L'église de Saint-Nicolas du Chardonnet fut dédiée par Jean de Nant, évêque de Paris, le 13 mai 1425. Trompé par cette date, Dubreul a cru qu'elle avoit été rebâtie vers ce temps-là; mais on ne trouve aucun indice qui puisse donner quelque poids à une semblable opinion. Il faut remarquer que cette église étoit d'abord située le long du canal de la Bièvre; mais ce canal ayant été supprimé, et l'église commençant à tomber en ruine, on prit, en 1656, le parti d'en construire une nouvelle à côté de l'ancienne, et dans une direction opposée: elle n'étoit pas achevée lorsqu'elle fut bénite, le 15 août 1667, par M. de Péréfixe, alors archevêque de Paris.
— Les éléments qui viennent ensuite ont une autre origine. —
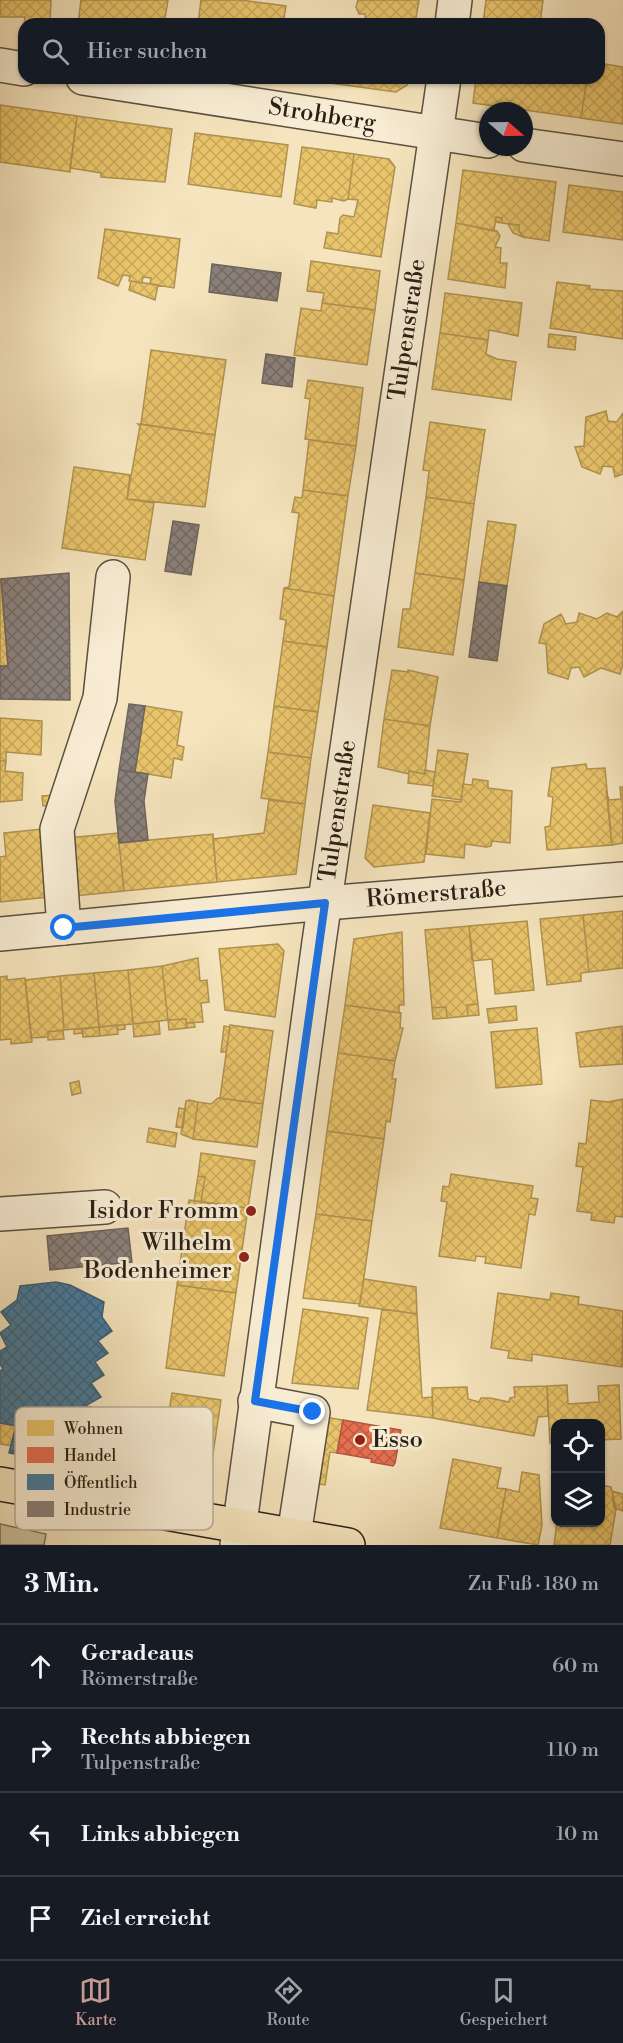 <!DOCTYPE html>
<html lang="de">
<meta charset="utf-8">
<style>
body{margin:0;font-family:"Libre Bodoni",serif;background:#242831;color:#f1f3f6}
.controls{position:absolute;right:18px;bottom:18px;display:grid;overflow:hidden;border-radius:12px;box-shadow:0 2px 4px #0004}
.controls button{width:54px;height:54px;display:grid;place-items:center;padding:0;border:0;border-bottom:2px solid #363941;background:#171b24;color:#f1f3f6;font:30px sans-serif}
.compass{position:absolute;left:479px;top:102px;width:54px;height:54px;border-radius:50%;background:#171b24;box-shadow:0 2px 4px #0004;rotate:110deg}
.stop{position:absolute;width:18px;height:18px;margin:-14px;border:4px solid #1a73e8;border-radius:50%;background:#fff}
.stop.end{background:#1a73e8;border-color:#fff;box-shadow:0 2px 6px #0008}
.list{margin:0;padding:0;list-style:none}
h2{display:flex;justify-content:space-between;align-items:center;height:78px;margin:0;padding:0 24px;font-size:26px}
h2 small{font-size:20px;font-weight:400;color:#9ea1a6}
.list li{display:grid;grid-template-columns:39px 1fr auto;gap:18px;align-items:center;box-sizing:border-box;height:84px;padding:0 24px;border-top:2px solid #363941}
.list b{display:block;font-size:22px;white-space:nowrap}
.list p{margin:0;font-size:20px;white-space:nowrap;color:#9ea1a6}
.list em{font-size:20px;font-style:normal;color:#9ea1a6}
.icon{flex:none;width:33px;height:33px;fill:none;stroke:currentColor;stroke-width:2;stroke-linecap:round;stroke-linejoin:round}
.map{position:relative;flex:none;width:623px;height:1545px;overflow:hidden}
.search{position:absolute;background:#171b24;box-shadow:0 2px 4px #0004;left:18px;right:18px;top:18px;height:66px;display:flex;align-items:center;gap:15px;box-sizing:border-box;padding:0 21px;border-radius:18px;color:#9ea1a6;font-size:22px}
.sheet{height:414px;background:#171b24}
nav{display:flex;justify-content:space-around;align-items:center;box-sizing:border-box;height:84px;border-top:2px solid #363941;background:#171b24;font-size:16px;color:#9ea1a6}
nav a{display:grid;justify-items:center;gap:3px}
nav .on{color:#c59692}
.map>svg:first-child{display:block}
.green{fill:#d2c3a0;stroke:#7d715a;stroke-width:1.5}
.homes{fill:url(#homes-cross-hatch);stroke:#af9250;stroke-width:1.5}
.shops{fill:url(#shops-cross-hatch);stroke:#ae573f;stroke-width:1.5}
.public{fill:url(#public-cross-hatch);stroke:#3c5f74;stroke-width:1.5}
.industry{fill:url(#industry-cross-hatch);stroke:#6d645d;stroke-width:1.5}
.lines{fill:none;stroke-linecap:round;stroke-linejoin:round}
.minor-casing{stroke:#5b503f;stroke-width:36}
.major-casing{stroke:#281f15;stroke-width:36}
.minor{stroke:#f8edd4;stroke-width:33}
.major{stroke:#f5e4bd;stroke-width:33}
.route{stroke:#1a73e8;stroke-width:8}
.poi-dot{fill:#8f2418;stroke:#f8edd4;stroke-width:2}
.labels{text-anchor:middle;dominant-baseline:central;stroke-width:6;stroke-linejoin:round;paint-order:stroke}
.street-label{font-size:24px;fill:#281f15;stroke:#f8edd4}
.poi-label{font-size:24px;fill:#281f15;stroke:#f8edd4;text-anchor:end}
.key{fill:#f8edd4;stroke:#baaf9b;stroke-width:1.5}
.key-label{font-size:16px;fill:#281f15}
</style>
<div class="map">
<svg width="623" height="1545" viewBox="0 0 623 1545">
<defs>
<pattern id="homes-cross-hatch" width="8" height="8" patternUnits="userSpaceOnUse" patternTransform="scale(1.5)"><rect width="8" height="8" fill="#e9c46a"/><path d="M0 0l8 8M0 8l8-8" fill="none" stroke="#c8a85b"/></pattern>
<pattern id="shops-cross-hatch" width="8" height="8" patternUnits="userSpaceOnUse" patternTransform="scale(1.5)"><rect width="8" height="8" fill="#e76f51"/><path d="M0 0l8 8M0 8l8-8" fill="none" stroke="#bb5b42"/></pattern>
<pattern id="public-cross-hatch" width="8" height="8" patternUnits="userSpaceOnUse" patternTransform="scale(1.5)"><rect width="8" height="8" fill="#457b9d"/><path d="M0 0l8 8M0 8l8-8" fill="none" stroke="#3a647f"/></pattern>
<pattern id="industry-cross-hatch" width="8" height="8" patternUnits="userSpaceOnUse" patternTransform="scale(1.5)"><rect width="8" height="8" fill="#8a817c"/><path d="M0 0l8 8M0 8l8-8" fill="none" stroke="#716964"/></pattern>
</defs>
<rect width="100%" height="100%" fill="#f5e4bd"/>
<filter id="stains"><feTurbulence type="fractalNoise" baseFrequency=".00333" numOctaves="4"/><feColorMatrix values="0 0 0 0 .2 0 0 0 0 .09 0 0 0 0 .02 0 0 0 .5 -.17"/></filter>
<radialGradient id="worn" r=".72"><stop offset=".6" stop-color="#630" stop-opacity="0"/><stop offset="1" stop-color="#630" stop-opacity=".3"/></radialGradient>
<path class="green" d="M0,1524L46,1534L44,1545H0Z"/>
<path class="homes" d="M0,0H51L50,24H24L25,17H0Z
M81,0H168L164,24H78Z
M201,0H241L286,6L283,24H198Z
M358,0H419L415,24H366L365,14H359L356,7Z
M486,0H543L540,24H483Z
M599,63L623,67V124L581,118L587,78H599Z
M308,78H408L407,85L396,92L308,80Z
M476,78H587L581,118L473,103Z
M0,105L77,116L70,172L0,162Z
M77,116L172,129L165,182L101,177V173L70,168Z
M195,133L288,145L281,197L188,184Z
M302,147L354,154L348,199L344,201L332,198V202L317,200L316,208L294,204Z
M354,154L389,159L395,167L381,257L324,248L327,232L338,234L340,218L343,215L354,217L358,200L348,199Z
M463,170L556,182L549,241L523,237L519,231V225L502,223V218L496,217L494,231L456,223Z
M569,185L623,192V240L563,232Z
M496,217L502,218V223L495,222Z
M456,223L497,231L500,236L495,247L501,248L500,263H507L505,288L448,279Z
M508,224L519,225V231L523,237L513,233Z
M105,229L180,239L174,288L150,284L151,278L143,277L142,283L129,281L130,276L123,275L118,286L98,278Z
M311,261L380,271L375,310L322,303L324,293L307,291Z
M131,281L158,285L155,300L129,290Z
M557,282L590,286L589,289L623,291V339L550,328Z
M445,293L522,303L518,336L489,330L488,340L440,333Z
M322,303L375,310L367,365L294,355L301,308L321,311Z
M440,333L488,340L486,354L497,359L516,362L511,400L432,389Z
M549,334L576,337L575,350L548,347Z
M151,350L226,360L215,435L141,424Z
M308,380L363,388L356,446L305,439L310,399L305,398Z
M606,411L608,421L617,422L623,413V474L615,477L613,467L603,466L600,474L582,467L575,447L584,446L586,417Z
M430,422L485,430L474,504L426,497L429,471L423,470Z
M138,424L215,435L205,507L127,499L140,426Z
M309,440L356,446L348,496L303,490Z
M74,467L130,475L127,499L154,503L145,560L62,548Z
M303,490L348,496L334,596L284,588L289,587L299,513L292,512L295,497L302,498Z
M426,497L474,504L464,580L415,573Z
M488,521L516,525L507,586L479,582Z
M415,573L464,580L453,655L398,647L403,609H410Z
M1,579L8,666H0V579Z
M284,588L334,596L327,647L283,641L286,620L280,619Z
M623,611V664L620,674L601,668L584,677L579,667L571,668L568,679L548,673L546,644L539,643L544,624L561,614L566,624L577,622L579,613L597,619L607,613L617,617Z
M283,641L327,647L318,712L274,706Z
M392,670L408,672V670L438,677L430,726L384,719Z
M145,706L182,712L177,745L184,747L182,760L174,758L171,778L135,772Z
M274,706L318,712L311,758L268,752Z
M0,718L42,721L41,755L6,752V761H0Z
M384,719L430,726L425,774L409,771V774L378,767Z
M438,750L468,754L461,800L432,796Z
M268,752L311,758L305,804L261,798Z
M0,761H6L5,771L23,773L22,800L0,802Z
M586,764L587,769L605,768L612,845L547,850L545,827L550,826L553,797L548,796L552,768Z
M425,770L435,772L433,786L408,783L409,771L425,774Z
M473,779L488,781V788L512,791L510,843L492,841L491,846L486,847L465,844L464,858L426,854L432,799L461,802L463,784L472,785Z
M620,787H623V843L612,845L606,790L609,800L621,799Z
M56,795L57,804L43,806L42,796Z
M269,800L305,804L296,874L217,882L213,839L264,833Z
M373,805L430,813L424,862L374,867L365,858Z
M42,829L49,897L0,902V857L6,856L4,833Z
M118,833L124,891L74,896L68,838Z
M213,834L217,882L124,891L119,843Z
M623,911V968L589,972L583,915Z
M583,915L589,972L581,973V981L547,985L540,919Z
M527,921L534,990L495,994L492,959L472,961L469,926Z
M469,926L478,1004L467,1005L468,1016L447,1018L446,1007L432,1008L425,930Z
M402,932L404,1005H399V1013L345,1005L354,939Z
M278,944L284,951L275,1017L225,1010L219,949Z
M198,958L200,981L207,980L209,1002L201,1003L203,1022L186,1023V1019L168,1020L162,966Z
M162,966L168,1020L133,1024L128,970Z
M128,970L133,1024L99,1027L94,973Z
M94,973L99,1027L64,1030L60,976Z
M7,976V980L25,978L32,1042L11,1044V1039L0,1040V977Z
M60,976L64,1030L48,1032V1037L31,1038L25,980Z
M478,1004L479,1015L468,1016L467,1005Z
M345,1005L401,1013L400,1028H403L395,1061L338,1053Z
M516,1006L517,1020L489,1023L487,1009Z
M446,1007L447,1018L433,1019L432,1008Z
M186,1019L187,1028L169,1030L168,1020Z
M159,1021L160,1034L134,1037L133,1024Z
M186,1023H194L195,1027L187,1028Z
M117,1025H125V1029L118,1030Z
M117,1025L118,1034L100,1036L99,1027Z
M230,1025L273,1031L263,1104L220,1098Z
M224,1026L230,1027L226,1052H221Z
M622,1026L623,1064L580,1067L576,1033Z
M99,1027L100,1036L83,1037L82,1029Z
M537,1028L542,1084L496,1088L491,1032Z
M74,1029H82V1033L74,1034Z
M63,1030L64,1039L48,1040V1032Z
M338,1053L395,1061L392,1079H396L390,1122L386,1121L384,1139L327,1131Z
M79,1081L81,1093L72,1095L70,1083Z
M218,1098L263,1104L257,1147L193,1139L198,1102L211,1104Z
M623,1099V1217L615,1216L614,1223L591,1220L592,1213L577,1211L583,1167L576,1166L579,1143L586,1144L591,1100L608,1102Z
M189,1100L198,1102L193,1139L181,1134L186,1101Z
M179,1108L185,1109L183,1128L176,1127Z
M149,1128L177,1133L175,1147L147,1142Z
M327,1131L384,1139L372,1221L316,1214Z
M201,1153L255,1161L248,1208L201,1202L205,1177L198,1176Z
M451,1174L533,1186L531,1198L538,1199L535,1215L529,1214L521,1268L485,1263L486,1257L476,1256L475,1261L439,1256L447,1202L441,1201L443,1186L449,1187Z
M198,1176L205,1177L201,1202L194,1201Z
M189,1200L248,1208L236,1293L177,1285Z
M316,1214L372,1221L360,1304L303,1298Z
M364,1279L416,1287L417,1314L359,1306Z
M177,1285L236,1293L224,1376L166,1368Z
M498,1293L550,1300L551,1293L579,1297L578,1304L623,1311L622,1367L532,1354V1361L508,1358L509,1351L491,1348Z
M303,1309L368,1318L358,1389L292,1383Z
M382,1309L417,1314L422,1398L432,1397L433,1418L367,1410Z
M567,1385L568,1404L599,1402L598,1386L619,1385L621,1439L600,1440V1424H556V1443H550L547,1386Z
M547,1386L548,1416L538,1417L534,1436L433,1418L432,1388L467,1387L468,1399L479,1402L481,1398H490L509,1402L510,1398L515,1397L514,1387Z
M172,1393L221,1400L209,1481L202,1487L158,1479Z
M303,1413L343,1420L337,1453L330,1452L325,1485L292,1480Z
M0,1423L16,1425L13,1446L0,1444Z
M453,1459L501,1468L497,1488L506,1489L497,1538L440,1528Z
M522,1472L539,1475L542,1525L538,1545L497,1538L506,1489L519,1492Z
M600,1480L601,1485L611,1487L616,1509L610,1545H554L557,1522H600Z
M612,1491L623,1494V1511L614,1508Z"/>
<path class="shops" d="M343,1420L401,1430L395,1463L393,1466L371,1462L372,1459L337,1453Z"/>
<path class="public" d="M56,1282L70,1285L104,1302L102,1317L112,1331L98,1341L108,1353L95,1362L104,1375L91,1383L101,1397L85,1406L79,1437L0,1423V1371L3,1369L0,1364V1351L7,1347L0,1333L11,1325L1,1312L17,1300L20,1286Z
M85,1406L152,1419L148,1452L88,1442V1437L78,1435Z
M16,1425L88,1437L83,1467L9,1453Z"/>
<path class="industry" d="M212,264L281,273L277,301L209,292Z
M266,354L295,358L292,387L262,383Z
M173,521L199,525L191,575L165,571Z
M69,573L70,700L0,699V666H8L1,579Z
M479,582L507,586L497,661L469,657Z
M129,704L145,706L135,772L119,770Z
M119,770L148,774L144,801L148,840L119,843L115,801Z
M128,1228L132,1262L50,1270L47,1236Z"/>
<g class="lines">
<g class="minor-casing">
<g id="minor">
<path d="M452,24L455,0"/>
<path d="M0,65L24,69"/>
<path id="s1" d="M83,78L488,141"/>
<path d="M524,145L623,159"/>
<path d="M64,928L57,829L100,698L113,577"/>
<path id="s2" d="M0,934L325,903L623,879"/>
<path d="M0,1214L105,1207"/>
<path d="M255,1401L313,1412L294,1535"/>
<path id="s3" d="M237,1545L319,942L444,78"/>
</g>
</g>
<g class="major-casing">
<path id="major" d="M0,1484L348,1545"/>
</g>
<use href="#minor" class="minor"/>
<use href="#major" class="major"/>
</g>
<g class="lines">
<path class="route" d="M64,928L325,903L255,1401L313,1412"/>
</g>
<g class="poi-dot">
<circle cx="251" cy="1211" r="6"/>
<circle cx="244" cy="1257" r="6"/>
<circle cx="360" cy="1440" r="6"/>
</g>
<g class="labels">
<g class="street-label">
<text stroke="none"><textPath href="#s1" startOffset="242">Strohberg</textPath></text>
<text stroke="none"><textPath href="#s3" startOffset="1227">Tulpenstraße</textPath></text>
<text stroke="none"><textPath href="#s3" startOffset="741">Tulpenstraße</textPath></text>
<text stroke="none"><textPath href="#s2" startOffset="438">Römerstraße</textPath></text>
</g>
<g class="poi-label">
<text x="239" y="1211">Isidor Fromm</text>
<text x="232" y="1243">Wilhelm<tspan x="232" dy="28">Bodenheimer</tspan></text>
<text x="372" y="1440" text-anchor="start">Esso</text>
</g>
</g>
<rect x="15" y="1407" width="198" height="123" rx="9" class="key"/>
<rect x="27" y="1420" width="27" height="16" fill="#e9c46a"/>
<rect x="27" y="1447" width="27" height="16" fill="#e76f51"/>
<rect x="27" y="1474" width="27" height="16" fill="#457b9d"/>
<rect x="27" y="1501" width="27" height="16" fill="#8a817c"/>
<g class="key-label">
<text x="64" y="1434">Wohnen</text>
<text x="64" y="1461">Handel</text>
<text x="64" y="1488">Öffentlich</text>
<text x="64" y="1515">Industrie</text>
</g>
<rect width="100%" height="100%" filter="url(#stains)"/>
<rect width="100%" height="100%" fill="url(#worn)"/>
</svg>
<div class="controls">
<button><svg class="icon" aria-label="locate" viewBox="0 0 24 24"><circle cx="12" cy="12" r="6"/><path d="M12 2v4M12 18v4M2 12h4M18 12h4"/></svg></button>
<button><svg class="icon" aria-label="layers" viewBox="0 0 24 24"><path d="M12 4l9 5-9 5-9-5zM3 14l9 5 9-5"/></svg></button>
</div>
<svg class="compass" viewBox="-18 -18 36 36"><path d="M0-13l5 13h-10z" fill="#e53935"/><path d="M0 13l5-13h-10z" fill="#9ea1a6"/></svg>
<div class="stop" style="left:64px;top:928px"></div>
<div class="stop end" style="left:313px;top:1412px"></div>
<div class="search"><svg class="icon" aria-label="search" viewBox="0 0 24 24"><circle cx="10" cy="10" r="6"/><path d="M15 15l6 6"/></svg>Hier suchen</div>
</div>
<section class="sheet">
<h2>3 Min.<small>Zu Fuß · 180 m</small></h2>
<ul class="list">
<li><svg class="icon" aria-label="ahead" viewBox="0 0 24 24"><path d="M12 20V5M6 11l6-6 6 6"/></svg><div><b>Geradeaus</b><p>Römerstraße</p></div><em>60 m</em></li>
<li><svg class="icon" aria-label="right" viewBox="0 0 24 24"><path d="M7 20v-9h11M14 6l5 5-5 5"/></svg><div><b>Rechts abbiegen</b><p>Tulpenstraße</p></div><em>110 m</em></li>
<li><svg class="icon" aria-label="left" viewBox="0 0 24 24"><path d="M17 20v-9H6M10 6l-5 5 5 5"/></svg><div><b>Links abbiegen</b></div><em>10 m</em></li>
<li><svg class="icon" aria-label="arrive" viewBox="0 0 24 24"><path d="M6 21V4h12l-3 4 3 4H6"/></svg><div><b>Ziel erreicht</b></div></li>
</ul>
</section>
<nav>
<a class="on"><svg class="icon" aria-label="map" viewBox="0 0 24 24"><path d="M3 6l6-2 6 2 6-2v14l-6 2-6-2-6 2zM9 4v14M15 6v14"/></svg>Karte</a>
<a><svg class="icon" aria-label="directions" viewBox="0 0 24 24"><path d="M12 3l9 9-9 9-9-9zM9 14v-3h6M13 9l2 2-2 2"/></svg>Route</a>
<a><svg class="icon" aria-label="saved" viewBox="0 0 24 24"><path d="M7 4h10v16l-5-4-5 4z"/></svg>Gespeichert</a>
</nav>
À ne juger de cette église que comparativement avec les autres monuments de ce genre, élevés à Paris dans les dix-septième et dix-huitième siècles, on peut dire qu'à l'intérieur elle est bien bâtie et d'une ordonnance régulière. Sa nef est décorée d'un ordre composé, dont le chapiteau, d'une invention singulière, et formé d'un seul rang de feuilles, imite celui qu'on appelle communément chapiteau attique; du reste, les travaux repris en 1705, et continués jusqu'en 1709, furent de nouveau suspendus à cette époque, et laissés imparfaits jusqu'à nos jours; de manière qu'il manque, pour l'entier achèvement du monument, une travée entière, le portail principal du côté de la rue Saint-Victor et le clocher.

Le seul portail qui existe est collatéral, et se trouve situé sur la rue des Bernardins. Il est traité dans cette forme pyramidale dont les édifices sacrés nous offrent de si fréquents exemples, et orné de deux ordres de pilastres, ionique et corinthien, le premier couronné d'un fronton, le second surmonté d'un comble à la mansarde. À cette incohérence d'ornements rassemblés sans goût et sans nécessité, l'auteur de ce portail a joint la licence vraiment inconcevable de ne pas donner à l'ordre supérieur la dimension qu'il doit avoir. C'est ainsi généralement que l'on traitoit l'architecture à une époque où l'école n'avoit aucune marche sûre, aucun principe constant; et où chaque artiste, dédaignant l'imitation, seule lumière des beaux-arts, croyoit pouvoir se livrer sans inconvénient à tous les caprices de son imagination[250].

CURIOSITÉS DE L'ÉGLISE St-NICOLAS DU CHARDONNET.
TABLEAUX.

Dans la chapelle de la Vierge, la Résurrection de Jésus-Christ; par Verdier. À droite, une Assomption; par Robin.

Sur les autels placés à l'entrée du chœur, un saint Ambroise et le Baptême de Notre-Seigneur; par de Peters, peintre en miniature.

Dans la chapelle de la Communion, les Pélerins d'Émmaüs; par un peintre inconnu.

Un saint Antoine; par un peintre inconnu.

Le Miracle de la manne et le Sacrifice de Melchisédech; par Coypel.

Le Sacrifice d'Abraham et Élysée dans le désert, par Francisque Millet.